» **Task goal**:
Which lines of the entries below hold the word "panel"? Report each of them.

» **Records shown**:
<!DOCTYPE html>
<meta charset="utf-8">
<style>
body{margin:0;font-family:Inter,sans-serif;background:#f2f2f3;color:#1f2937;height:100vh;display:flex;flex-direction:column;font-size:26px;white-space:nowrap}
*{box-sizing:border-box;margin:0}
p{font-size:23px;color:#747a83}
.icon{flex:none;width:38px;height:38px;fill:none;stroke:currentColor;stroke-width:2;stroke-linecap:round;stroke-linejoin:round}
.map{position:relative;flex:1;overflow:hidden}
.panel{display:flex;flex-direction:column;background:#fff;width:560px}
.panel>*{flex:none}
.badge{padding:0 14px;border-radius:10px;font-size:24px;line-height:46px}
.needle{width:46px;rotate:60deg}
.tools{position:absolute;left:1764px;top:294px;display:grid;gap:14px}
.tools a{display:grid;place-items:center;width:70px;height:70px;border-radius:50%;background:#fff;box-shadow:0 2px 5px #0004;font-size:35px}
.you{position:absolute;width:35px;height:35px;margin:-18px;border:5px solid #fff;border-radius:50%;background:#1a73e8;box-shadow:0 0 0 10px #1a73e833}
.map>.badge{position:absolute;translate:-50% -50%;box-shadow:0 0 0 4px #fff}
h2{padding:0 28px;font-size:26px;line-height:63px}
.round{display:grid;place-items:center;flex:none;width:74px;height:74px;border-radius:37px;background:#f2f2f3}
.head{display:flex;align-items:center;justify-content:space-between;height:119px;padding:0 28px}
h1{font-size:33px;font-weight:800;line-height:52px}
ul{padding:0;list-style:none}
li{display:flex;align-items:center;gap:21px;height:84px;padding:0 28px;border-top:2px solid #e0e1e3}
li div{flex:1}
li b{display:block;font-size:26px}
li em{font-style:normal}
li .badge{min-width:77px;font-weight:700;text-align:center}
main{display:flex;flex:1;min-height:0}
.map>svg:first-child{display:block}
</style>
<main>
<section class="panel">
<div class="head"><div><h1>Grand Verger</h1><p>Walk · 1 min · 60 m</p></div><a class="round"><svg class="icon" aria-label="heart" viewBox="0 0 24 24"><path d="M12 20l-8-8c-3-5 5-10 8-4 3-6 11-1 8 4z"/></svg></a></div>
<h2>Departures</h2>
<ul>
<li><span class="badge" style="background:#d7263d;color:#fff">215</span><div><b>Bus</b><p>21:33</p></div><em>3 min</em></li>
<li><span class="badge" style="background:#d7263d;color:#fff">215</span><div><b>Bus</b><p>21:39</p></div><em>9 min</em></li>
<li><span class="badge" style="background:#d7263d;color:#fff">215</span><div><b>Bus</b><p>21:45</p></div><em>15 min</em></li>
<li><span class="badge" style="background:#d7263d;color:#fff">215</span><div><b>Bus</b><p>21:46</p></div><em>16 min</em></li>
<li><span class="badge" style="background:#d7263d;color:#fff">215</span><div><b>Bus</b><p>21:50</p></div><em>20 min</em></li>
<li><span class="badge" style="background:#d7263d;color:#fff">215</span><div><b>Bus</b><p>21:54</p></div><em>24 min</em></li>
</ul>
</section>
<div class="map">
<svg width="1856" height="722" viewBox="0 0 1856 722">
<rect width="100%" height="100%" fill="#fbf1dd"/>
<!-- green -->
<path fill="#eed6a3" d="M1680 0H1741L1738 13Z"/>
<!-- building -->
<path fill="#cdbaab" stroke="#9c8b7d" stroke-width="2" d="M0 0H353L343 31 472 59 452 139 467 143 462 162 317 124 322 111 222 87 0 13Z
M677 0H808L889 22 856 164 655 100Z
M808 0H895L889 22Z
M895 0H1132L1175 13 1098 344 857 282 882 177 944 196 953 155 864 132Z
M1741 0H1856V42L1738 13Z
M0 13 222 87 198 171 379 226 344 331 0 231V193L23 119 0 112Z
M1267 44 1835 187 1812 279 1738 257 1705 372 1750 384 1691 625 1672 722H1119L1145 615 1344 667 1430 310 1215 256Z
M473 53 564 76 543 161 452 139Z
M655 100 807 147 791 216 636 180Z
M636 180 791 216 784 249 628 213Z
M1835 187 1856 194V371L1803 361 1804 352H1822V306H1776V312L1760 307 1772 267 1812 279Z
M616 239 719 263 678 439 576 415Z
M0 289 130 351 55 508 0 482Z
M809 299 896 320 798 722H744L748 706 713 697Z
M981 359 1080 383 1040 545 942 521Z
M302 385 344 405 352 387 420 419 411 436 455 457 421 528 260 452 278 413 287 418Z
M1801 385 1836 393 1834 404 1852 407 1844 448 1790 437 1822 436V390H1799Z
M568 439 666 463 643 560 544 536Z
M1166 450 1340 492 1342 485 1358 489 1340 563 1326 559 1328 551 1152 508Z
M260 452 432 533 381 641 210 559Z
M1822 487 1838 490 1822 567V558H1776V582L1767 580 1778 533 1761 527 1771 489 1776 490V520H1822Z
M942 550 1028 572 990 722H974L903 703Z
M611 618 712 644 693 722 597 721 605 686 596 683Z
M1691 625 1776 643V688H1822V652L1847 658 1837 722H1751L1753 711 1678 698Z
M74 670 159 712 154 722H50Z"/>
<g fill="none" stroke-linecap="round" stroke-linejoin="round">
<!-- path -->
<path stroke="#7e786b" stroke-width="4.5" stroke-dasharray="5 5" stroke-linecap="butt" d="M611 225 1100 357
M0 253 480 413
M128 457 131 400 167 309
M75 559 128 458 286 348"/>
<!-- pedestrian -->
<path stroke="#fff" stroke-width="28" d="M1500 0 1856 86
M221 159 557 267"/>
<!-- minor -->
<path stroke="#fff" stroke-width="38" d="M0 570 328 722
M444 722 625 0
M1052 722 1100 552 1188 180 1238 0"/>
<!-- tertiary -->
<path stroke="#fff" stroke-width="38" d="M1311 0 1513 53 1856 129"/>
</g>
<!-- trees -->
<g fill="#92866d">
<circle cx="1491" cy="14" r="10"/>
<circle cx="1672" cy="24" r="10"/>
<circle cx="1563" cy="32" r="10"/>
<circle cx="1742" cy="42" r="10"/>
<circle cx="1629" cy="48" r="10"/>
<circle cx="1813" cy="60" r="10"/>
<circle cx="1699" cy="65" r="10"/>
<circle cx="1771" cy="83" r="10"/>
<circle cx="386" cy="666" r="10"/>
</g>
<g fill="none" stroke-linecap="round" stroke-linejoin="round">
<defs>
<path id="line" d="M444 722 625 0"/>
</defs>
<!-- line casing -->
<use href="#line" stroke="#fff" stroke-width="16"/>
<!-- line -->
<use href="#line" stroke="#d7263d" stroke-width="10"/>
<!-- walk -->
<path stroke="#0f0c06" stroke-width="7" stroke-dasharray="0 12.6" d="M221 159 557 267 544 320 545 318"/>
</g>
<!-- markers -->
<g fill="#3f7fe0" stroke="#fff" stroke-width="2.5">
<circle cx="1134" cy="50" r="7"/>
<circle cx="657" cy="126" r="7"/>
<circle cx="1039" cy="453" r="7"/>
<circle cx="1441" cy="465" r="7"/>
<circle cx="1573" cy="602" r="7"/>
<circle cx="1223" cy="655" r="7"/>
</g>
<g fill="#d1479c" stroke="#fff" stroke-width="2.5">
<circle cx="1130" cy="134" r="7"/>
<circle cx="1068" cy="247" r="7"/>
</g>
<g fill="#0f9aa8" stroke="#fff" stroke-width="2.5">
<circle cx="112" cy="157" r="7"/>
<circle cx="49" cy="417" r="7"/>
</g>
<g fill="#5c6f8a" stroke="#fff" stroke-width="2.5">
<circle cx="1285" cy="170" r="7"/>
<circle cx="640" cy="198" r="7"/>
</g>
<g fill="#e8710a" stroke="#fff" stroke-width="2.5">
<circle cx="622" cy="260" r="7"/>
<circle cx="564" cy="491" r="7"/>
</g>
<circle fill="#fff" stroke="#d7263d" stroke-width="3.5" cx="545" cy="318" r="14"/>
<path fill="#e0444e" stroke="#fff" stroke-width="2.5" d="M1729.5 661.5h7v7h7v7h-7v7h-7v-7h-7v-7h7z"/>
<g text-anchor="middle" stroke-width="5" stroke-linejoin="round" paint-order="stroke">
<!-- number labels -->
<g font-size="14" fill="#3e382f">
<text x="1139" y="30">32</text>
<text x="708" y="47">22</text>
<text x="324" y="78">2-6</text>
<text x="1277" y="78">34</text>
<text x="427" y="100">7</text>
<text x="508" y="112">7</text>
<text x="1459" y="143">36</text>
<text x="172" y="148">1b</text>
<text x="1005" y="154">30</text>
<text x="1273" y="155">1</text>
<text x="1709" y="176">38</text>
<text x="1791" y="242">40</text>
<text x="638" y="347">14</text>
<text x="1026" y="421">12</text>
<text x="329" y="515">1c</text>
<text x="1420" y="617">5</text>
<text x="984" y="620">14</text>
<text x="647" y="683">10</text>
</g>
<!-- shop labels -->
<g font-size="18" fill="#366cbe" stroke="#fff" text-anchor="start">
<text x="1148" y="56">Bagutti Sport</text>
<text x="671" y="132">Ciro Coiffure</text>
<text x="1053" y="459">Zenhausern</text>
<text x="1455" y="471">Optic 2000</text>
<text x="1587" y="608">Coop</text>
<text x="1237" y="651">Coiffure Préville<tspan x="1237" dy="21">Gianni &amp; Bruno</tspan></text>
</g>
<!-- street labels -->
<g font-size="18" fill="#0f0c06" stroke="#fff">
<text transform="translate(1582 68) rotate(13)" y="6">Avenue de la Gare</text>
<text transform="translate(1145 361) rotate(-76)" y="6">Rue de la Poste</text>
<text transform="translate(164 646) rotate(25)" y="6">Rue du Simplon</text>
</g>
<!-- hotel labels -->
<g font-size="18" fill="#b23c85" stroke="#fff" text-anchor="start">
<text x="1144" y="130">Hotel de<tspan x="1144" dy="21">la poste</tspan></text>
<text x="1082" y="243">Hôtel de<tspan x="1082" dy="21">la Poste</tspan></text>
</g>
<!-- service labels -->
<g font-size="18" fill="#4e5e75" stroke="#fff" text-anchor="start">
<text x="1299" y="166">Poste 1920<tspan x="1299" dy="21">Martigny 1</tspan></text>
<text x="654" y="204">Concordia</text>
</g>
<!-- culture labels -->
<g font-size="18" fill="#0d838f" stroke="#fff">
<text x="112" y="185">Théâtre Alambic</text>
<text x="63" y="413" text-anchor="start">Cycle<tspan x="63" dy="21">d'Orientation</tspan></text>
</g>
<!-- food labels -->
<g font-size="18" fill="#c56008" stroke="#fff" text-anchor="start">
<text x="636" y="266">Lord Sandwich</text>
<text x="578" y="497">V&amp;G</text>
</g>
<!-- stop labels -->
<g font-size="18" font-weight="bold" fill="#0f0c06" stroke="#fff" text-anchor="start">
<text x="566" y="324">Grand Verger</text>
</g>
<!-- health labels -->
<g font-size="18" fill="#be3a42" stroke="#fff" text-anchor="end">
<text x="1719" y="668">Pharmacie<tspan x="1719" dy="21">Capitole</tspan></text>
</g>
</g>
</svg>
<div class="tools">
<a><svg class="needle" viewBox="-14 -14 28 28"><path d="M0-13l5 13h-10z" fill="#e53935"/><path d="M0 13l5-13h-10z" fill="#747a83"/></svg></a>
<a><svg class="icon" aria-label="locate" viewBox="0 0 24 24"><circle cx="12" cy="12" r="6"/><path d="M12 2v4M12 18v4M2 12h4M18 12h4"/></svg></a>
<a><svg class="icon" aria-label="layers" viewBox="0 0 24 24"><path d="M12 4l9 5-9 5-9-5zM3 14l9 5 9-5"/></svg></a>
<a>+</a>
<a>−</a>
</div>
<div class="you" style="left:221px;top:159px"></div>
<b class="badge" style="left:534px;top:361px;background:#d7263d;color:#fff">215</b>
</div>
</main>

» **Answer space**:
.panel{display:flex;flex-direction:column;background:#fff;width:560px}
.panel>*{flex:none}
<section class="panel">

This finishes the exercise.